Cost for Diagnostics

The cumulative costs for diagnostic modalities totalled over $8.9 million ($8,907,794 total across system) in the year prior to ACDF, accounting approximately two-thirds (62.3%) of overall nonoperative costs. This equates to an average per-capita cost of $712. All patients underwent at least one diagnostic procedure comprising of either a cervical spine x-ray, CT scan, MRI, EMG, or NCS in the prior to surgery. Of these, MRI was the most routinely performed diagnostic tests (86.6%) followed by cervical spine x-ray (57.5%) and CT (35.2%). EMG/NCS was noted to be performed in a meager 6.8% patients with cervical radiculopathy (Table 2). In terms of costs, MRI constituting the highest total relative spend ($5.3 million; per-capita: $489; 37.0% of total nonoperative costs) followed by CT ($2.6 million; per-capita: $606; 18.6%), x-rays ($0.54 million; per-capita: $76; 3.8%), and EMG/NCS ($0.39 million; per-capita: $467; 2.8%) (Table 2).

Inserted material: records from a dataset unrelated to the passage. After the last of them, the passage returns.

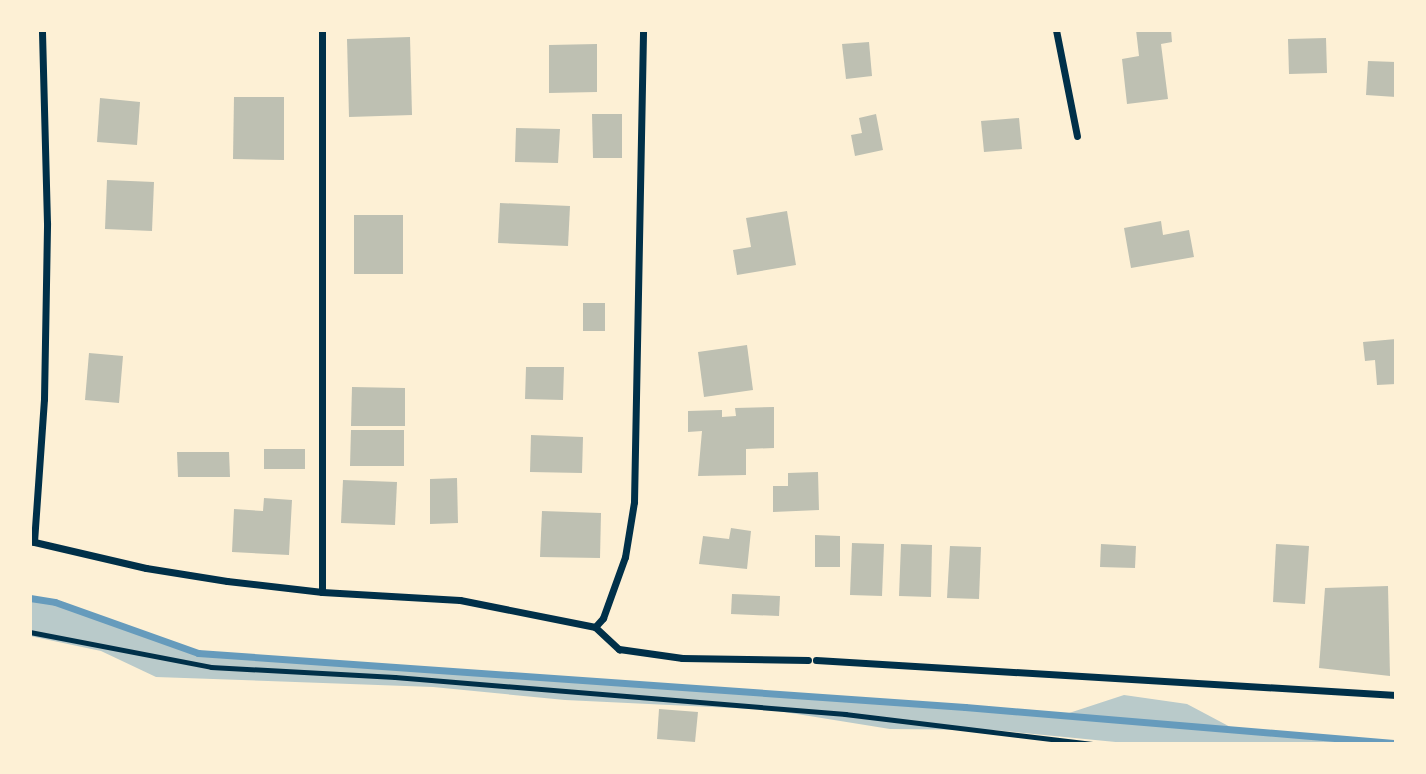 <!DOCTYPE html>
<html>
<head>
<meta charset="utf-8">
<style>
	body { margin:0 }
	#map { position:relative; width:1426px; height:774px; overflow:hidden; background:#fdf0d5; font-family:"Libre Baskerville",serif }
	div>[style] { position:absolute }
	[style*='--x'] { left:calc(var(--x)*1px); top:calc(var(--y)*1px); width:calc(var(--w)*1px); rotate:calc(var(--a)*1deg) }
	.green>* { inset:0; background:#b9caca }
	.stream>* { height:7px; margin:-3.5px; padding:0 3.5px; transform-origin:3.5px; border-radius:3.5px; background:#669bbc }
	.building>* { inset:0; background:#bec0b2 }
	.path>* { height:4.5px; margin:-2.25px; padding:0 2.25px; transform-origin:2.25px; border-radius:2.25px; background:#003049 }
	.minor>* { height:7px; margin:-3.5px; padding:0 3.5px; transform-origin:3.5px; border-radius:3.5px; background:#003049 }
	span { translate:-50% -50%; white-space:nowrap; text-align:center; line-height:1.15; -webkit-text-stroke:7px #fdf0d5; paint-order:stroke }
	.frame { position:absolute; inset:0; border:32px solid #fdf0d5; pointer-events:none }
</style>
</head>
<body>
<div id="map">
	<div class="green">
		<div style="clip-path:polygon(30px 598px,55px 602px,198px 653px,1063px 715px,1124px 695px,1187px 704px,1236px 730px,1358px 740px,1349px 744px,1136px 744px,994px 730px,890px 729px,772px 710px,565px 700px,433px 687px,156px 677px,101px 651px,30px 636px)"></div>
	</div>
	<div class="stream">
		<div style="--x:30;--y:598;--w:25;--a:9"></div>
		<div style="--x:55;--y:602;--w:152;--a:19.6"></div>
		<div style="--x:198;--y:653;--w:769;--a:4.03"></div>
		<div style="--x:965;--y:707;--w:433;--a:4.8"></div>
	</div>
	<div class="building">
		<div style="clip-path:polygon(1136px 30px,1171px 30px,1172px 42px,1161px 44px,1168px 99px,1127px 104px,1122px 59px,1139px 56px)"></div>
		<div style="clip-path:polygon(410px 37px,412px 115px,349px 117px,347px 39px)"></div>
		<div style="clip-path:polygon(1326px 38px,1327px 73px,1289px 74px,1288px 39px)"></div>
		<div style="clip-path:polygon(869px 42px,872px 76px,846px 79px,842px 44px)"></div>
		<div style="clip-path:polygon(597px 44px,597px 92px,549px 93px,549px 45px)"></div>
		<div style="clip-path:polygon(1368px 61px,1396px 62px,1396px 97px,1366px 95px)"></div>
		<div style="clip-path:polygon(234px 97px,284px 97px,284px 160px,233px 159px)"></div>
		<div style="clip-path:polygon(100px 98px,140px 102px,137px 145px,97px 142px)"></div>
		<div style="clip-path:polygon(592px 114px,622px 114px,622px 158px,593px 158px)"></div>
		<div style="clip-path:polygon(876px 114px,883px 150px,855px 156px,851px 135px,862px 133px,859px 118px)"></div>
		<div style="clip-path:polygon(1019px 118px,1022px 149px,984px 152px,981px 121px)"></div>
		<div style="clip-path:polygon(516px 128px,560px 129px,558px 163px,515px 162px)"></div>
		<div style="clip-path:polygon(107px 180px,154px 182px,152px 231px,105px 229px)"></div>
		<div style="clip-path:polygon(500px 203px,570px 206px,568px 246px,498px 243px)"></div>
		<div style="clip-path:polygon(787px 211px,796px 265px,737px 275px,733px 250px,751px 247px,746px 218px)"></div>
		<div style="clip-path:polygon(354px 215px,403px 215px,403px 274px,354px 274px)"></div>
		<div style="clip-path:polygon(1161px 221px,1163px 235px,1189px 230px,1194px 257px,1131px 268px,1124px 228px)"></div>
		<div style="clip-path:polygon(583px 303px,605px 303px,605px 331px,583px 331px)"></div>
		<div style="clip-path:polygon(1396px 339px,1396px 384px,1377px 385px,1375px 360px,1365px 361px,1363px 342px)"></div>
		<div style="clip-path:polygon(747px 345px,753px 390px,704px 397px,698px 352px)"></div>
		<div style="clip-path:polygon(89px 353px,123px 356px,119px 403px,85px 400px)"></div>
		<div style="clip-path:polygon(526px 367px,564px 367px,563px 400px,525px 399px)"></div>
		<div style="clip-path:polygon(352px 387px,405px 388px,405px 426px,351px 426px)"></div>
		<div style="clip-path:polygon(774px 407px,774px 448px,746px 449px,746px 475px,698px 476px,702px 431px,688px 432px,688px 411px,722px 410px,722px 417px,736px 416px,735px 408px)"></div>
		<div style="clip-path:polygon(351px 430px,404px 430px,404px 466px,350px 466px)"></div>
		<div style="clip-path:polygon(531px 435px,583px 437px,582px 473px,530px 472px)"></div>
		<div style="clip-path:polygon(264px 449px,305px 449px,305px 469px,264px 469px)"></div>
		<div style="clip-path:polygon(177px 452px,229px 452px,230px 477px,178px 477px)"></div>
		<div style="clip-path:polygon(818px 472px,819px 510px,773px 512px,773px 486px,788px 486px,788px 473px)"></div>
		<div style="clip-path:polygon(457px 478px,458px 523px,430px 524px,430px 479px)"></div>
		<div style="clip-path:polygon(343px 480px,397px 482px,395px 525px,341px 523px)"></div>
		<div style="clip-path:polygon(264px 498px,292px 500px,289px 555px,232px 552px,234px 509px,263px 511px)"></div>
		<div style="clip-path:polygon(542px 511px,601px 513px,600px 558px,540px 557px)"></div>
		<div style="clip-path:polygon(731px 528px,751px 531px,747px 569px,699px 564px,703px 536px,729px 539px)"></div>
		<div style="clip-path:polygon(815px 535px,840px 536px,840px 567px,815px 567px)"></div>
		<div style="clip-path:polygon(852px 543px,884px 544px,882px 596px,850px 595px)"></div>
		<div style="clip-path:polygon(901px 544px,932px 545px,931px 597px,899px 596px)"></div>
		<div style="clip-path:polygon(1101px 544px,1136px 546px,1135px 568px,1100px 567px)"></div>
		<div style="clip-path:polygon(1276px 544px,1309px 546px,1305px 604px,1273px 602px)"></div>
		<div style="clip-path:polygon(950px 546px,981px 547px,979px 599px,947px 598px)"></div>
		<div style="clip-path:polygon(1388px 586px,1390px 676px,1319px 668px,1325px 588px)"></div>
		<div style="clip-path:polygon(732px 594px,780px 596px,779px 616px,731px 614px)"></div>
		<div style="clip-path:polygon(659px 709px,698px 712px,695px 742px,657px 739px)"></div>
	</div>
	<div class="path">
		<div style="--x:30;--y:632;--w:184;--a:10.9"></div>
		<div style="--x:211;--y:667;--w:184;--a:3.1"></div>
		<div style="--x:395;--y:677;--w:452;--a:4.7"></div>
		<div style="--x:845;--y:714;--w:249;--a:6.9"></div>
	</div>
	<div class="minor">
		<div style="--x:322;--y:30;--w:562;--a:90"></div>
		<div style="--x:1056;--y:30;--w:108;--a:78.8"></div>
		<div style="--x:30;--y:541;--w:119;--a:13.1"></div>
		<div style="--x:146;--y:568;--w:82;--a:9.1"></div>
		<div style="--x:227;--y:581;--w:96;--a:6.6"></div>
		<div style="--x:322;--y:592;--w:138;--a:3.3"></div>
		<div style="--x:460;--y:600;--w:138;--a:11.3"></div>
		<div style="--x:595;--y:627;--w:33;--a:43"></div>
		<div style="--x:619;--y:649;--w:64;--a:8.1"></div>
		<div style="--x:682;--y:658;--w:126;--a:0.9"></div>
		<div style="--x:34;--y:542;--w:143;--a:-86"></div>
		<div style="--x:44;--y:399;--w:176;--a:-89"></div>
		<div style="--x:47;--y:223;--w:193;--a:-91.5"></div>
		<div style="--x:595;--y:627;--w:12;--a:-48"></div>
		<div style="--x:603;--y:618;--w:65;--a:-70.2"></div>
		<div style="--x:625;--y:557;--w:56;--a:-80.7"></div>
		<div style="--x:634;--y:502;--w:472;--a:-88.9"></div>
		<div style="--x:816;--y:660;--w:581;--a:3.45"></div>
	</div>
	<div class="frame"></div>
</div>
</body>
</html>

Cost for Nonoperative Treatments

The cumulative costs for nonoperative conservative treatment modalities totaled over $5.4 million ($5,400,983) in the year prior to ACDF, accounting for 37.7% of the total economic burden for nonoperative costs. Majority of patients received prescription narcotic medications (40.6%), followed by injections (24.4%), NSAIDs (18.4%), gabapentin (18.2%), PT (17.8%), bracing (12.8%), and chiropractic services (5.7%). In medications, muscle relaxations (3.4%) and tramadol (10.5%) were the least utilized. In terms of costs, injections comprised the highest relative spend ($3.01 million; per-capita:$988) followed by PT ($1.13 million; per-capita: $510) and medications (narcotics: $0.51 million, per-capita $101; gabapentin: $0.21 million, per-capita $93; NSAIDs: 0.107 million, per-capita $47), bracing ($0.25 million; per-capita:$193) and chiropractic services ($0.137 million; per-capita:$193) (Table 2).

Secondary Outcome Measure

The cost of surgical treatment (ACDF) however, was dramatically higher per patient at an average of $18,142 for the hospital stay, and $4457 in professional payments. These estimates, however, exclude facility fee.